• **Action item**:
Omit each picture as you copy the entries exactly.

----- Provided data

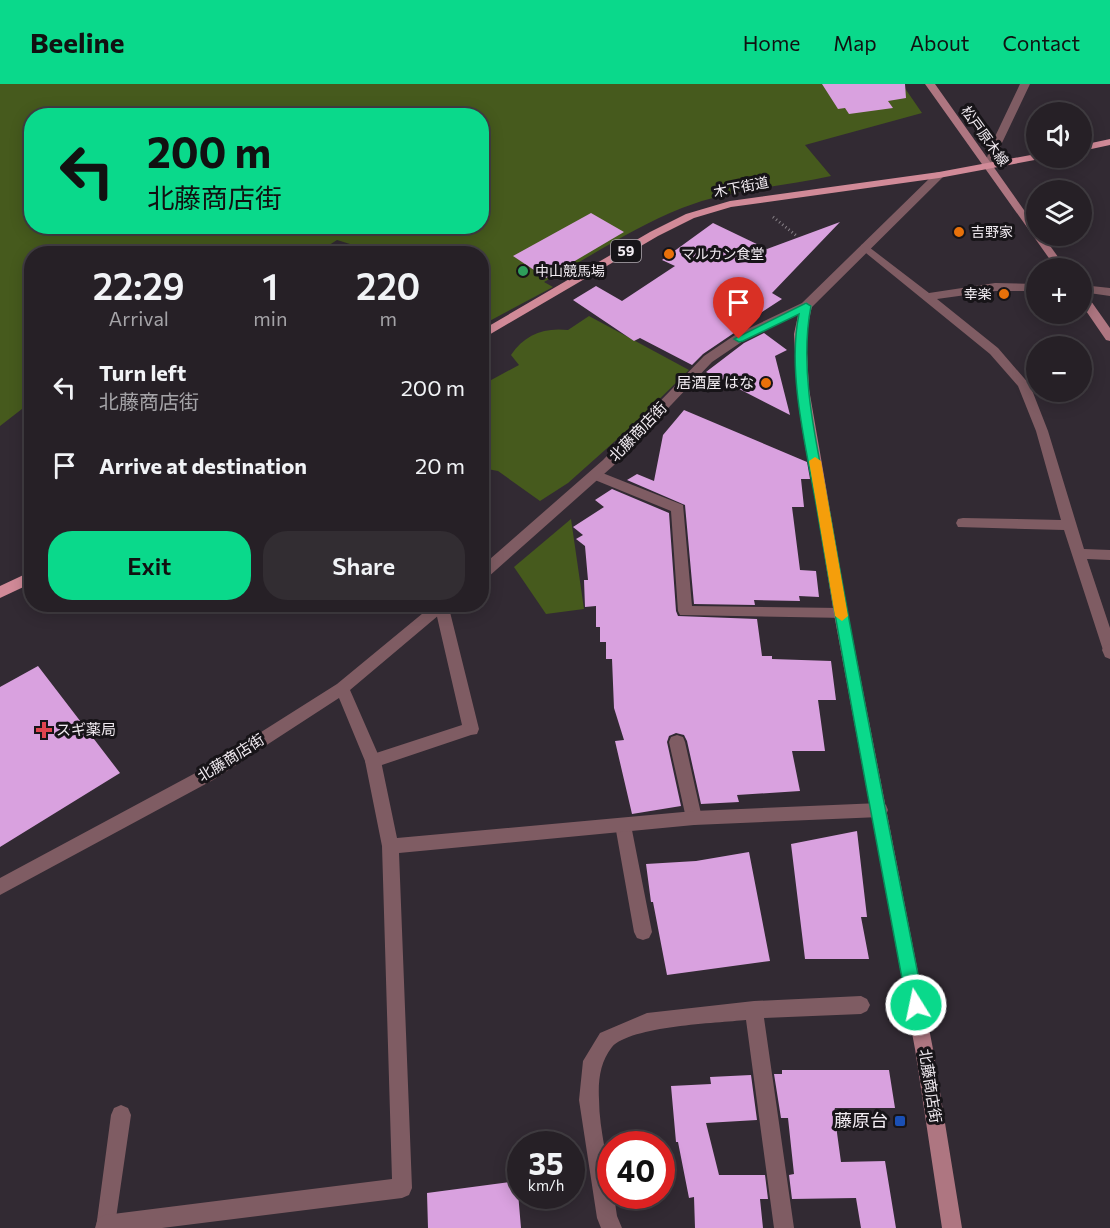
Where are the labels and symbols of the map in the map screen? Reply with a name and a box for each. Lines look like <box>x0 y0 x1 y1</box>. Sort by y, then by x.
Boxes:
street label: 松戸原木線 <box>958 102 1013 169</box>
street label: 木下街道 <box>712 173 770 200</box>
place label: 吉野家 <box>971 223 1013 240</box>
marker: 吉野家 <box>952 225 966 239</box>
road number: 59 <box>611 240 641 262</box>
place label: マルカン食堂 <box>681 245 765 262</box>
marker: マルカン食堂 <box>662 247 676 261</box>
place label: 中山競馬場 <box>535 262 605 279</box>
marker: 中山競馬場 <box>516 264 530 278</box>
pin <box>713 277 764 339</box>
place label: 幸楽 <box>964 285 992 302</box>
marker: 幸楽 <box>997 287 1011 301</box>
place label: 居酒屋 はな <box>676 373 754 391</box>
marker: 居酒屋 はな <box>759 376 773 390</box>
street label: 北藤商店街 <box>605 398 670 465</box>
place label: スギ薬局 <box>56 720 116 738</box>
marker: スギ薬局 <box>37 723 51 737</box>
street label: 北藤商店街 <box>194 730 267 785</box>
position arrow <box>884 973 948 1037</box>
street label: 北藤商店街 <box>916 1047 946 1124</box>
place label: 藤原台 <box>834 1109 888 1131</box>
marker: 藤原台 <box>893 1114 907 1128</box>
speed limit sign: 40 <box>597 1131 675 1209</box>

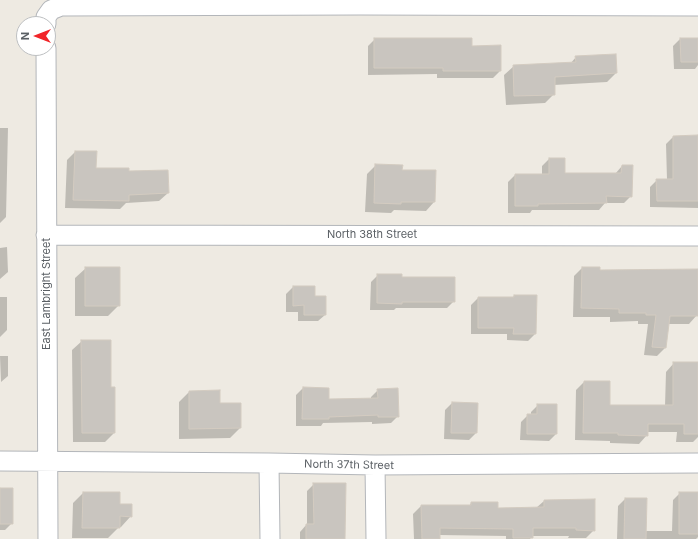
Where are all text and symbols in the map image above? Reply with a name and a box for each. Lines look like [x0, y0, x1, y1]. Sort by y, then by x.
north arrow [16, 16, 56, 56]
text: N [18, 32, 32, 40]
street label: North 38th Street [327, 228, 417, 242]
street label: East Lambright Street [40, 238, 54, 350]
street label: North 37th Street [304, 458, 394, 472]

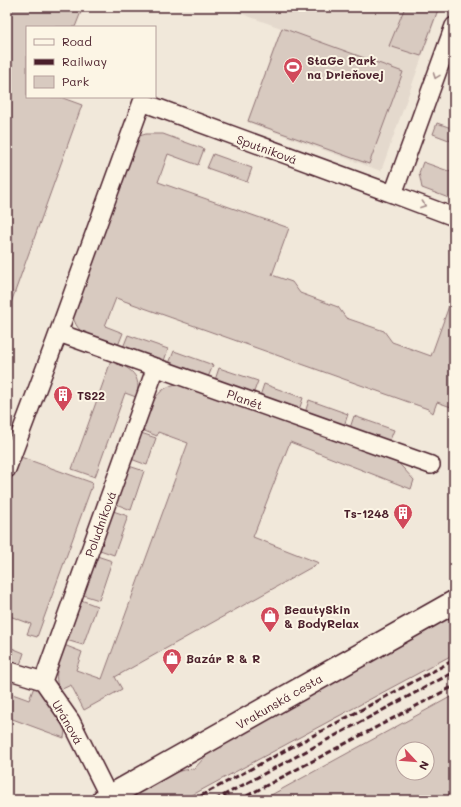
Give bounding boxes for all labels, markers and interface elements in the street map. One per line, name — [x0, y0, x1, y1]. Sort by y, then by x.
legend — [26, 26, 156, 98]
text: Road — [62, 33, 92, 49]
place label: StaGe Park na Drieňovej — [307, 52, 384, 82]
text: Railway — [62, 53, 107, 69]
sports icon: StaGe Park na Drieňovej — [282, 56, 304, 84]
one-way arrow — [432, 72, 440, 79]
text: Park — [62, 73, 89, 89]
street label: Sputniková — [235, 131, 299, 167]
one-way arrow — [419, 200, 426, 209]
building icon: TS22 — [52, 384, 74, 412]
street label: Planét — [225, 385, 265, 413]
place label: TS22 — [77, 387, 105, 403]
street label: Poludníková — [81, 489, 119, 559]
building icon: Ts-1248 — [392, 502, 414, 530]
place label: Ts-1248 — [344, 505, 390, 521]
place label: BeautySkin & BodyRelax — [284, 601, 359, 631]
shop icon: BeautySkin & BodyRelax — [259, 605, 281, 633]
shop icon: Bazár R & R — [161, 647, 183, 675]
place label: Bazár R & R — [186, 650, 260, 666]
street label: Vrakunská cesta — [233, 670, 325, 732]
street label: Uránová — [49, 697, 87, 747]
north arrow — [395, 741, 435, 781]
text: N — [416, 759, 433, 773]

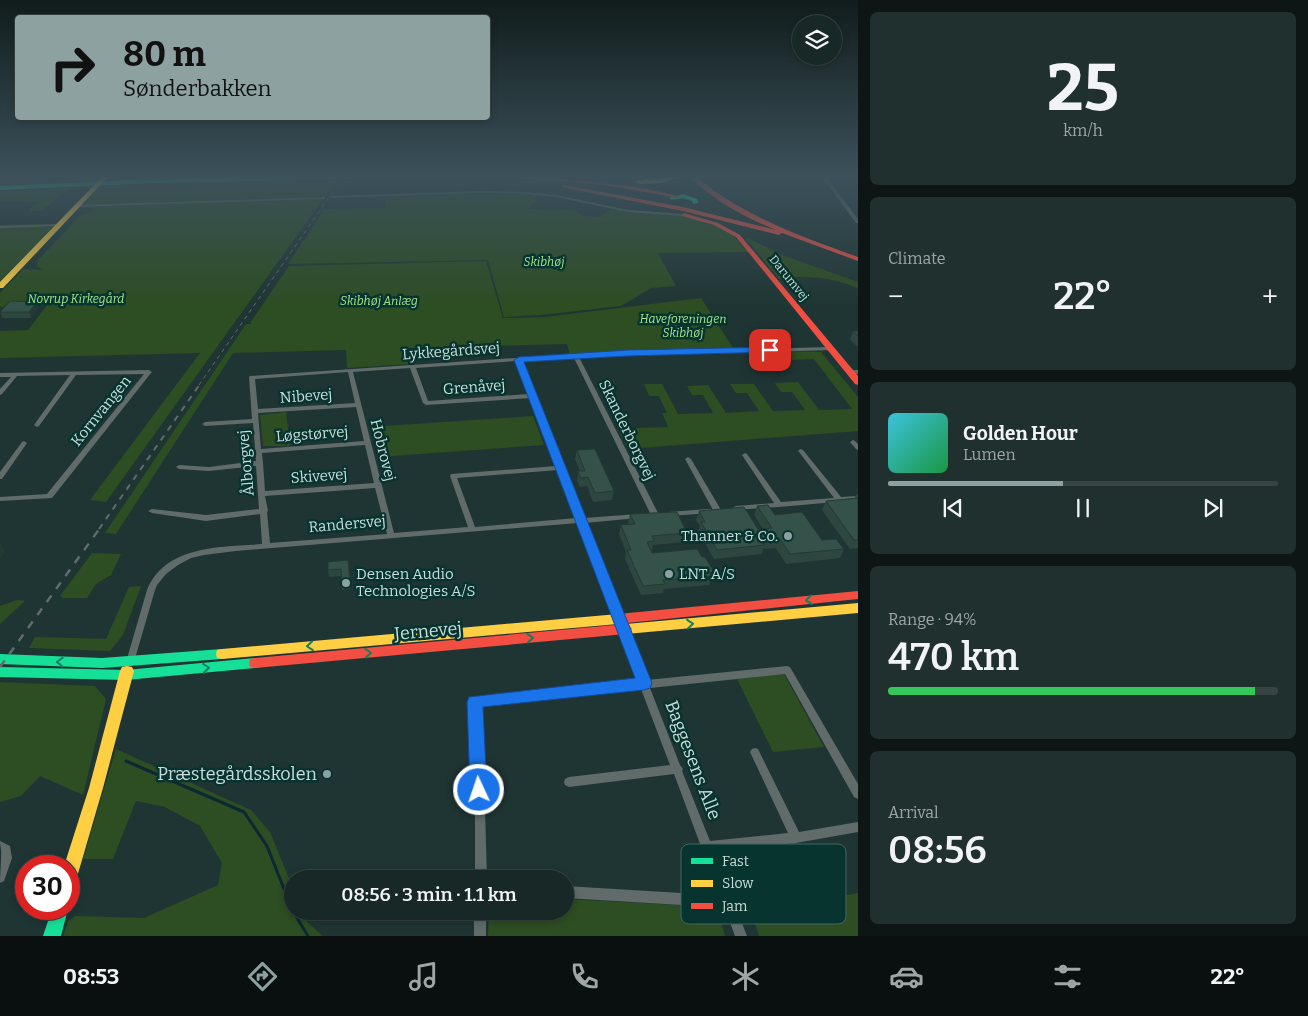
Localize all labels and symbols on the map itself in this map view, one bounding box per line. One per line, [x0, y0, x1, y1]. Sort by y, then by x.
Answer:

----------

• **Response below**:
Where are the labels and symbols of the map in the map screen? Reply with a name and a box for each. Lines look like <box>x0 y0 x1 y1</box>. Sort by y, then by x.
Boxes:
street label: 松戸原木線 <box>958 102 1013 169</box>
street label: 木下街道 <box>712 173 770 200</box>
place label: 吉野家 <box>971 223 1013 240</box>
marker: 吉野家 <box>952 225 966 239</box>
road number: 59 <box>611 240 641 262</box>
place label: マルカン食堂 <box>681 245 765 262</box>
marker: マルカン食堂 <box>662 247 676 261</box>
place label: 中山競馬場 <box>535 262 605 279</box>
marker: 中山競馬場 <box>516 264 530 278</box>
pin <box>713 277 764 339</box>
place label: 幸楽 <box>964 285 992 302</box>
marker: 幸楽 <box>997 287 1011 301</box>
place label: 居酒屋 はな <box>676 373 754 391</box>
marker: 居酒屋 はな <box>759 376 773 390</box>
street label: 北藤商店街 <box>605 398 670 465</box>
place label: スギ薬局 <box>56 720 116 738</box>
marker: スギ薬局 <box>37 723 51 737</box>
street label: 北藤商店街 <box>194 730 267 785</box>
position arrow <box>884 973 948 1037</box>
street label: 北藤商店街 <box>916 1047 946 1124</box>
place label: 藤原台 <box>834 1109 888 1131</box>
marker: 藤原台 <box>893 1114 907 1128</box>
speed limit sign: 40 <box>597 1131 675 1209</box>

Where are all text and symbols in the map image above? Reply with a name and a box for each. Lines look like [x0, y0, x1, y1]. Sort by y, then by x.
north arrow [16, 16, 56, 56]
text: N [18, 32, 32, 40]
street label: North 38th Street [327, 228, 417, 242]
street label: East Lambright Street [40, 238, 54, 350]
street label: North 37th Street [304, 458, 394, 472]

Give bounding boxes for all labels, markers and interface elements in the street map. One per line, name — [x0, y0, x1, y1]. Sort by y, then by x.
legend — [26, 26, 156, 98]
text: Road — [62, 33, 92, 49]
place label: StaGe Park na Drieňovej — [307, 52, 384, 82]
text: Railway — [62, 53, 107, 69]
sports icon: StaGe Park na Drieňovej — [282, 56, 304, 84]
one-way arrow — [432, 72, 440, 79]
text: Park — [62, 73, 89, 89]
street label: Sputniková — [235, 131, 299, 167]
one-way arrow — [419, 200, 426, 209]
building icon: TS22 — [52, 384, 74, 412]
street label: Planét — [225, 385, 265, 413]
place label: TS22 — [77, 387, 105, 403]
street label: Poludníková — [81, 489, 119, 559]
building icon: Ts-1248 — [392, 502, 414, 530]
place label: Ts-1248 — [344, 505, 390, 521]
place label: BeautySkin & BodyRelax — [284, 601, 359, 631]
shop icon: BeautySkin & BodyRelax — [259, 605, 281, 633]
shop icon: Bazár R & R — [161, 647, 183, 675]
place label: Bazár R & R — [186, 650, 260, 666]
street label: Vrakunská cesta — [233, 670, 325, 732]
street label: Uránová — [49, 697, 87, 747]
north arrow — [395, 741, 435, 781]
text: N — [416, 759, 433, 773]

Localize all labels and symbols on the map itself in this map view, one bounding box per line. One per line, [x0, y0, x1, y1]. Sort by y, then by x.
Answer:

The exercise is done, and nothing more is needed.